In summary, with advances in medical device technology and inhaled drug administration methods, coupled with the continuous development of new compounds and the growing need for personalized approaches to managing chronic respiratory diseases, nebulizers have become valuable devices in the therapeutic hierarchy of respiratory diseases. In addition, they have evolved into an important platform for the development of new drugs. Our results show that VMNs are significantly superior to JNs in terms of drug delivery and utilization in the management of COPD patients, and have enormous advantages and a wide range of potential applications. However, in future use, it is important to select a matching nebulizer based on a variety of factors, such as the mechanism of action of the nebulizer, the type of disease and complications, ventilation strategies and modes, drug formulations, and cost-effectiveness, with a view to optimizing the therapeutic regimen.

Limitation

This study compares the treatment of VMN and JN in COPD patients with a comprehensive meta-analysis, which is clinically instructive, but there are still some limitations, including:1. Although we included RCT and Controlled clinical trail studies, the quality of all the included literature varied, and the sample sizes were generally small.2. Most of the literature was not blinded, probably because the appearance of the nebulizers had some differences, making it difficult to take a blinded approach.3. There are many types and models of nebulizers, and we did not categorize specific models and manufacturers.4. Graphical data extraction software was used to extract data provided only by images, which may have some errors.
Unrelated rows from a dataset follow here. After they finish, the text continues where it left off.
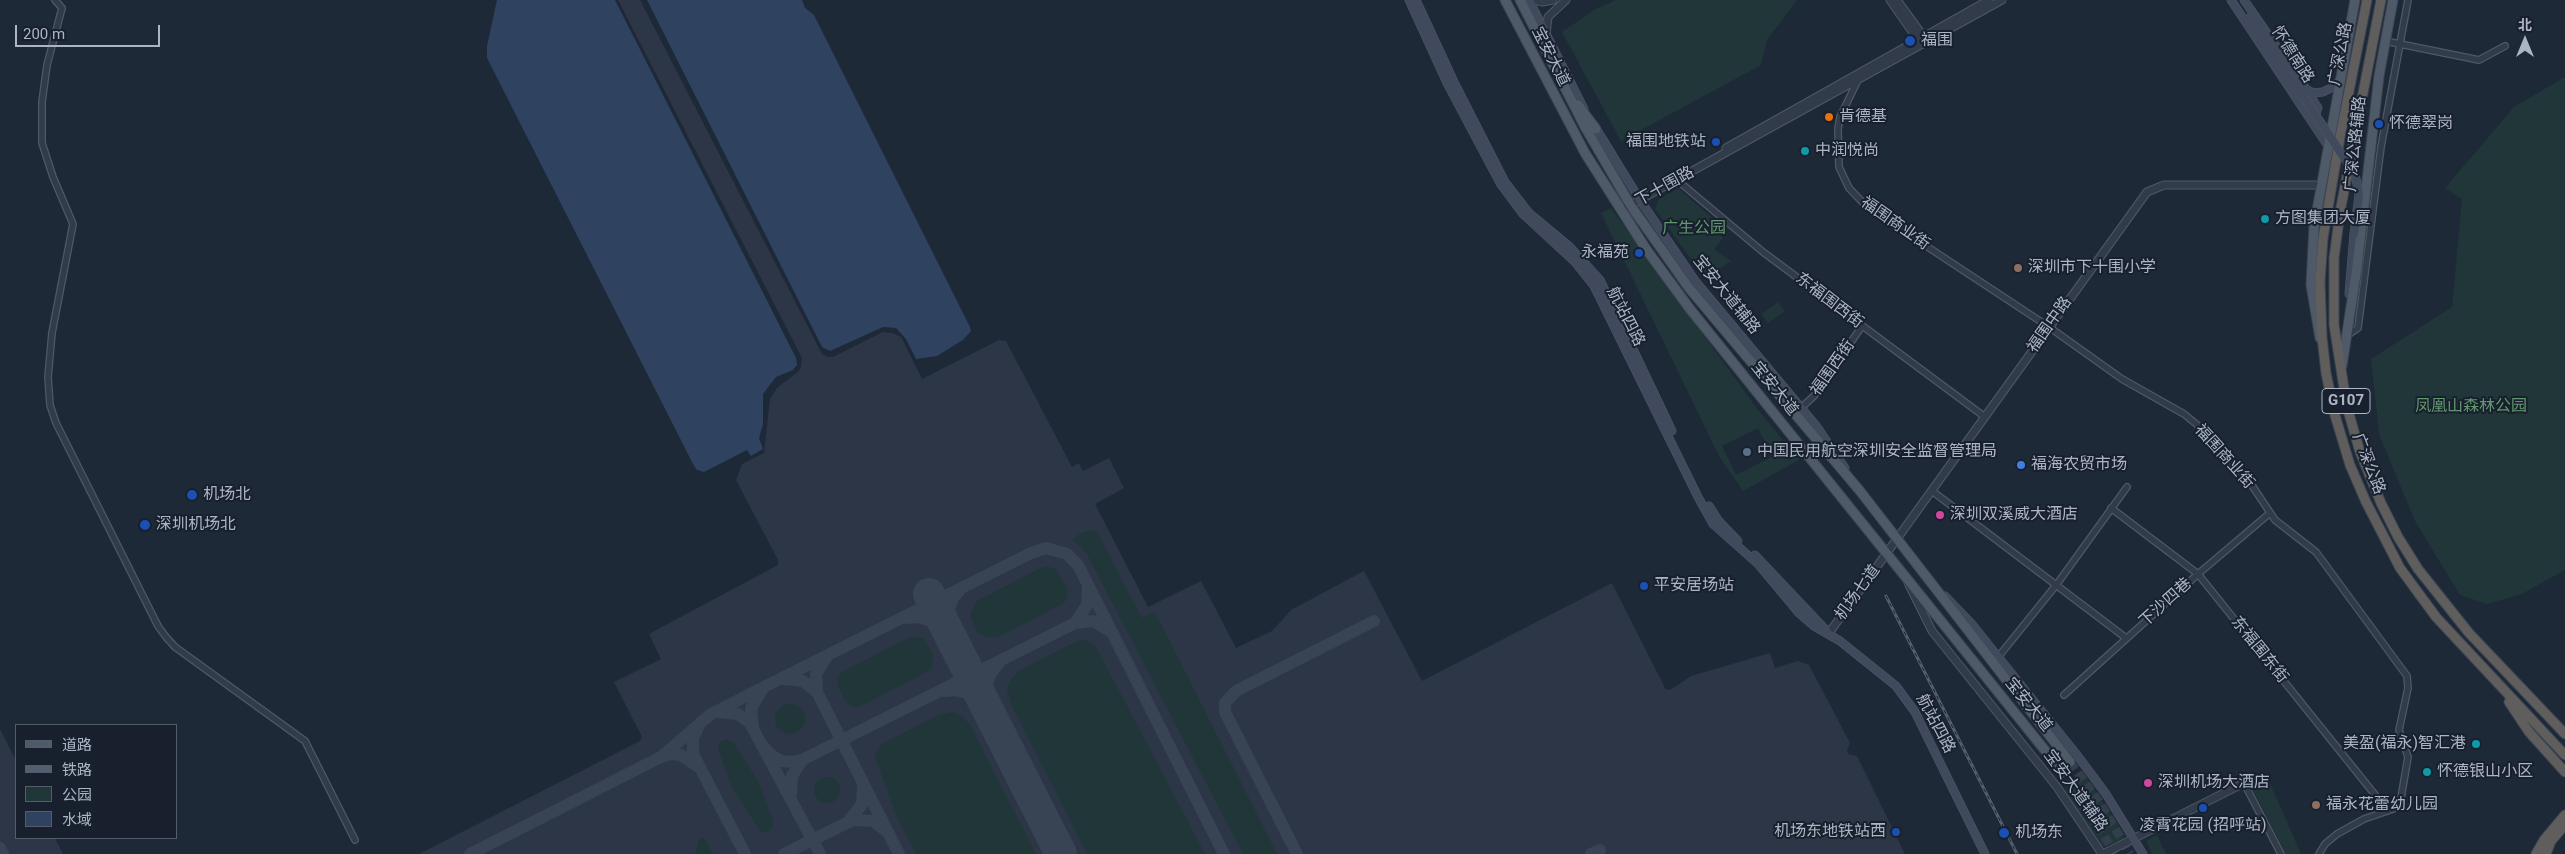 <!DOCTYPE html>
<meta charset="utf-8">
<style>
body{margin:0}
#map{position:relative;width:2565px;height:854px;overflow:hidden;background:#1e2938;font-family:Roboto,"Noto Sans SC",sans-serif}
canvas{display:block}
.legend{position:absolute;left:15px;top:724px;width:162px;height:115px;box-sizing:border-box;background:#18202d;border:1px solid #535c6a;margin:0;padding:6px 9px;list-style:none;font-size:15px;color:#acb5c6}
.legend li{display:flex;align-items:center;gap:10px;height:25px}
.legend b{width:25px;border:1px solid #535c6a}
.north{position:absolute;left:2500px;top:15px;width:50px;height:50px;-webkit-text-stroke:4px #18202d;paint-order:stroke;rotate:0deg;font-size:14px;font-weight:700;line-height:20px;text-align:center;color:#acb5c6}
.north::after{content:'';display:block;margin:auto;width:18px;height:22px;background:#acb5c6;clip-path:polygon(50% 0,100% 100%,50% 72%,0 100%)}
.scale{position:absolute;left:15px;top:25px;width:145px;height:22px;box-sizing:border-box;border:2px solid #acb5c6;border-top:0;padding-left:6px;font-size:15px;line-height:18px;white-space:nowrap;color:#acb5c6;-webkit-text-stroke:4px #18202d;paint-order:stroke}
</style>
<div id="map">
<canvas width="2565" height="854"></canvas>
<ul class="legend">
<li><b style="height:6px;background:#4f5a69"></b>道路</li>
<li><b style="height:6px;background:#535f70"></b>铁路</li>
<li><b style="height:14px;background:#203639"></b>公园</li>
<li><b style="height:14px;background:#2f425f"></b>水域</li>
</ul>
<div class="north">北</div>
<div class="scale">200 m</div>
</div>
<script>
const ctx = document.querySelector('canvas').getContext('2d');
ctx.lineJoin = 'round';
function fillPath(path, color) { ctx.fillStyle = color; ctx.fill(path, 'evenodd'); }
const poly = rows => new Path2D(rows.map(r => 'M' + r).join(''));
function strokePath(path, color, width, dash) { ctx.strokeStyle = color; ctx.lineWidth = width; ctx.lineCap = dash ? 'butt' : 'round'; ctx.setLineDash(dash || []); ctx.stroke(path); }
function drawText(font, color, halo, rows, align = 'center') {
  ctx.font = font + ' Roboto,"Noto Sans SC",sans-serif'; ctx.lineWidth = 4; ctx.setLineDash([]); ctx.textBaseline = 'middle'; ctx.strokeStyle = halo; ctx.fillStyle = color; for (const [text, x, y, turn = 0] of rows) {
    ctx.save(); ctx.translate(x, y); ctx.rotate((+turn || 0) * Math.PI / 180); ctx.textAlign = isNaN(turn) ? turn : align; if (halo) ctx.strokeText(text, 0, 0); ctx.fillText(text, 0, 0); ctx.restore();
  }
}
fillPath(poly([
 [618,0,640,0,822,354,828,357,833,357,883,332,892,333,901,337,922,379,999,340,1006,341,1072,467,1079,463,1083,471,1109,458,1124,488,1095,504,1148,607,1201,581,1236,648,1272,631,1291,610,1364,571,1422,681,1612,583,1666,690,1672,689,1691,676,1770,653,1775,668,1798,661,1809,665,1850,743,1847,750,1848,754,1857,756,1905,854,419,854,640,741,642,737,614,682,661,659,649,634,778,565,778,560,736,480,742,464,764,453,770,399,777,388,798,372,801,367,802,358],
 [0,729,16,761,16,838,55,838,63,854,0,854]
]), '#2c3646');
fillPath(poly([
 [1616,0,1797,0,1767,40,1761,65,1621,141,1562,32,1594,10],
 [2565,77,2565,570,2522,594,2487,604,2460,595,2415,521,2379,434,2371,359,2452,307,2462,199,2445,188,2514,107],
 [1678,188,1719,224,1715,230,1723,238,1714,249,1731,261,1705,279,1655,209,1658,200],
 [1611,208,1756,407,1799,460,1743,491,1719,456,1601,213],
 [1758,428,1772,457,1736,475,1722,446],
 [1778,302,1785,311,1768,323,1761,314],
 [1093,530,1097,532,1142,618,1155,612,1277,854,1243,854,1089,558,1080,545,1072,540,1079,534],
 [1045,566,1056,569,1067,588,1068,596,1064,603,996,638,985,637,976,631,970,615,977,601],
 [913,636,924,639,933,655,933,664,930,670,861,706,854,707,846,702,837,684,840,673],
 [1086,640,1096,647,1205,854,1087,854,1012,706,1007,689,1011,679,1020,670,1077,641],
 '775 719a15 15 0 1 1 30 0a15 15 0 1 1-30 0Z',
 [952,712,962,716,970,725,1036,854,916,854,896,815,874,754,882,744,939,715],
 [726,739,734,743,759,783,773,821,773,827,769,831,762,832,758,828,732,787,718,749,720,742],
 [2085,775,2124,834,2123,839,2105,847,2102,846,2064,790],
 [2267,776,2301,854,2286,854,2251,786],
 '814 790a13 13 0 1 1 26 0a13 13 0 1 1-26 0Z',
 [2157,835,2166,854,2152,854,2146,841],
 [704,837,713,854,695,854,699,840]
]), '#203639');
fillPath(poly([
 [497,0,615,0,796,358,797,365,793,370,776,377,763,394,763,424,759,438,763,449,751,456,747,450,704,472,697,470,693,464,487,58,487,46],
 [647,0,802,0,805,8,814,15,970,327,971,331,963,340,937,356,916,359,906,339,896,328,883,327,830,351,822,347]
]), '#2f425f');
strokePath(poly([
 [905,618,917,617,931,621,944,629,952,640],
 [1075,623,1087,605,1088,587],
 [951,636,948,627,948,612,953,598,960,590],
 [783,679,803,681,817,692,899,854],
 [944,691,956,690,970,694,981,702,990,714],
 [817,692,816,674,827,656],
 [988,709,986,686,991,673,999,663],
 [717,712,738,714,750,723,820,854],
 [753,727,751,708,762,690],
 [763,746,771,755,781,761,792,762,802,760,1075,623,1093,621,1110,631],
 [661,757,670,754,681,755,697,766],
 [791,794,792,776,802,760],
 [849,821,862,804,863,787],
 [0,848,3,854],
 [470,854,661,757,696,727],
 [745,854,693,754,693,738,700,723,711,714,770,684,1031,553,1046,548,1067,554,1078,565,1224,854],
 [784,854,853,820,873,821,886,831],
 [1297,854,1225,712,1225,703,1236,691,1374,621],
 [1591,854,1600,850]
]), '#384454', 12);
strokePath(poly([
 [929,594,1061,854]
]), '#384454', 32);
strokePath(poly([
 [2070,762,2100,803,2130,854],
 [2060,769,2083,800,2115,854]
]), '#333e4d', 9, [9, 4.5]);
const minor = poly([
 [55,0,62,8,47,65,42,102,42,143,53,177,73,224,52,333,48,377,50,405,56,423,158,626,166,637,175,647,305,741,355,840],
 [2385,41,2479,60,2505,46],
 [1857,82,1840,117,1838,129,1839,167,1849,188,1867,207,2049,327,2122,379,2184,414,2201,428,2251,484,2275,520,2316,552,2407,676,2408,688,2399,730,2408,757,2400,804,2396,808,2364,819,2337,834,2325,844,2319,854],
 [1677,180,1763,252,1985,417],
 [2345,337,2358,328,2381,147,2408,0],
 [1801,408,1814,396,1862,326],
 [1932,491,2126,638],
 [2111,508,2198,574,2388,811],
 [1999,656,2057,584,2127,487],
 [2064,695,2198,574,2270,513],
 [2244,783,2281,854]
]);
const tertiary = poly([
 [1534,0,1542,2,1553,0],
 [1890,0,1920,43],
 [1897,0,1926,40],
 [1546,34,1548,17,1566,0],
 [1726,148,1989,0],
 [1627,207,2002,0],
 [1908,583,1932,631,2057,787,2102,854],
 [1829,633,2147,192,2164,185,2321,185],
 [2103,854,2244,783]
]);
const secondary = poly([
 [1409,0,1447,83,1500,183,1523,214,1575,262,1594,286,1698,497,1713,524,1759,565,1799,613,1814,626,1840,641,1896,686,1915,712,1985,854],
 [1416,0,1454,82,1505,182,1529,213,1570,247,1600,280,1672,431],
 [1529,0,1584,109],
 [2231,0,2328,146],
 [2244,0,2306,89,2313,93,2323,92,2335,86,2341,78],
 [2251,16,2303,96],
 [2307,91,2318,108,2316,113,2310,115],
 [1594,125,1640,200,1696,282,1817,427,1845,468],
 [2349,294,2354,234],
 [1709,506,1718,520,1738,541],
 [1755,555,1826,630],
 [1945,596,1971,623,2077,755,2106,794,2143,854]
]);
const primary = poly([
 [1505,0,1585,153,1646,249,1690,309,2060,769],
 [1520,0,1585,127,1631,206,1689,288,1860,491,2070,762],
 [1578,105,1596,129],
 [2320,338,2311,285,2314,227,2355,0],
 [2342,366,2357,267,2379,76,2393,0]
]);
const trunk = poly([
 [2367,0,2340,137,2323,238,2320,282,2322,337,2326,373,2334,412,2350,465,2366,502,2400,568,2436,617,2565,755],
 [2381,0,2340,212,2334,258,2334,325,2347,407,2360,452,2381,503,2398,537,2418,569,2469,633,2565,734],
 [2509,702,2529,732,2565,772],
 [2536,854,2544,840,2565,815],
 [2546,854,2551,841,2565,825]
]);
strokePath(minor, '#4f5867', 8);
strokePath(tertiary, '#4f5867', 9);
strokePath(secondary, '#4f5867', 9);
strokePath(primary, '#3b4452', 11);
strokePath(trunk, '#3d4553', 11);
strokePath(minor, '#323b49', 5.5);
strokePath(tertiary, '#323b49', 7);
strokePath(secondary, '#404a5c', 8);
strokePath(primary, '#4f5a69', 9);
strokePath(trunk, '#605e5c', 9);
const rail = poly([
 [1886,596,2017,854]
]);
strokePath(rail, '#535f70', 3);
strokePath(rail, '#18202d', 1, [4]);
const secondaryBridge = poly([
 [2303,96,2355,174,2359,195,2354,234]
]);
strokePath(secondaryBridge, '#4f5867', 9, []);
strokePath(secondaryBridge, '#404a5c', 8);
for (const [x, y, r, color] of [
 [1910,41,6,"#1a4fb4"],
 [1829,117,5,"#e8710a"],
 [2379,124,5,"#1a4fb4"],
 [1716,142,5,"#1a4fb4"],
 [1805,151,5,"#0f9aa8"],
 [2265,219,5,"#0f9aa8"],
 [1639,253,5,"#1a4fb4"],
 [2018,268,5,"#8d6e63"],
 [1747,452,5,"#5c6f8a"],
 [2021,465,5,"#3f7fe0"],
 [192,495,6,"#1a4fb4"],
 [1940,515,5,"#d1479c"],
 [145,525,6,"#1a4fb4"],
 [1644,586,5,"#1a4fb4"],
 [2476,744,5,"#0f9aa8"],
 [2427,772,5,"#0f9aa8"],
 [2148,783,5,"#d1479c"],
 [2316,805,5,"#8d6e63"],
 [2203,808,5,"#1a4fb4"],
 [1896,832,5,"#1a4fb4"],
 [2004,833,6,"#1a4fb4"]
]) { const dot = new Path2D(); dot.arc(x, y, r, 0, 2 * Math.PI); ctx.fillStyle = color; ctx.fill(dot); strokePath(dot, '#18202d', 2); }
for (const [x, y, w] of [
 [2346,401,48]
]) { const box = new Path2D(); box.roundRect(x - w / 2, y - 12.5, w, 25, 4); ctx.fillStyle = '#18202d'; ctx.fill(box); strokePath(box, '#acb5c6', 1); }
drawText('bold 15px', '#acb5c6', null, [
 ["G107",2346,401]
]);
drawText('16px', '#acb5c6', '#18202d', [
 ["福围",1921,41],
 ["肯德基",1839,117],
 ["怀德翠岗",2389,124],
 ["福围地铁站",1706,142,"right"],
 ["中润悦尚",1815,151],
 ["方图集团大厦",2275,219],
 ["永福苑",1629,253,"right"],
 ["深圳市下十围小学",2028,268],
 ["中国民用航空深圳安全监督管理局",1757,452],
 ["福海农贸市场",2031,465],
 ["机场北",203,495],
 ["深圳双溪威大酒店",1950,515],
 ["深圳机场北",156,525],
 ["平安居场站",1654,586],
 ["美盈(福永)智汇港",2466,744,"right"],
 ["怀德银山小区",2437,772],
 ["深圳机场大酒店",2158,783],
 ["福永花蕾幼儿园",2326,805],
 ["凌霄花园 (招呼站)",2203,826,"center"],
 ["机场东地铁站西",1886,832,"right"],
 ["机场东",2015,833]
], 'left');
drawText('16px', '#acb5c6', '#18202d', [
 ["广深公路",2341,54,-79],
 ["怀德南路",2292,55,57],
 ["宝安大道",1550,57,63],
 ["广深公路辅路",2356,144,-84],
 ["下十围路",1665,187,-29],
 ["福围商业街",1895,224,35],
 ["宝安大道辅路",1726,295,51],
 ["东福围西街",1829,301,37],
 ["航站四路",1625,317,63],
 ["福围中路",2050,325,-55],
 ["福围西街",1833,368,-55],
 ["宝安大道",1774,389,51],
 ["福围商业街",2224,457,48],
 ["广深公路",2368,464,69],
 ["机场七道",1858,593,-54],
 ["下沙四巷",2166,603,-42],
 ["东福围东街",2259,650,51],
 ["宝安大道",2028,705,51],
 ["航站四路",1935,724,62],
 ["宝安大道辅路",2075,791,54]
]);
drawText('16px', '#62986f', '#18202d', [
 ["广生公园",1694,229],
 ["凤凰山森林公园",2471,407]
]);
</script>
Therefore, future studies are still needed based on various aspects such as ventilation strategies and modes, nebulizer types, drug formulations, and the location of the nebulizer in the respiratory line, and of course, the studies should be high-quality, multi-sample, and multi-center randomized studies in order to further clarify the choice between VMN and JN in COPD management.

Conclusion

To summarize, based on the available clinical evidence, VMN is significantly better than JN in terms of drug delivery and utilization in the treatment of patients with COPD. However, in the future use of nebulizers, it is important to select a matching nebulizer based on a combination of factors such as mechanism of action of the nebulizer, disease type and comorbidities, ventilation strategies and modes, drug formulations, as well as cost-effectiveness, in order to achieve the ideal treatment of COPD.

Acknowledgments

The authors gratefully acknowledge all the authors who shared the results of the included studies, the support of the Clinical Medical Research Center of Lanzhou University First Hospital, (Lanzhou, China), and the First Clinical Medical College of Lanzhou University.

Funding

This work was supported by the Project for the First Hospital Fund of Lanzhou University (grant no. ldyyyn2019-66). Funder had no role in the design of the study, the collection and analysis of the data, or the preparation of the manuscript.

Disclosure

The authors report no conflicts of interest in this work.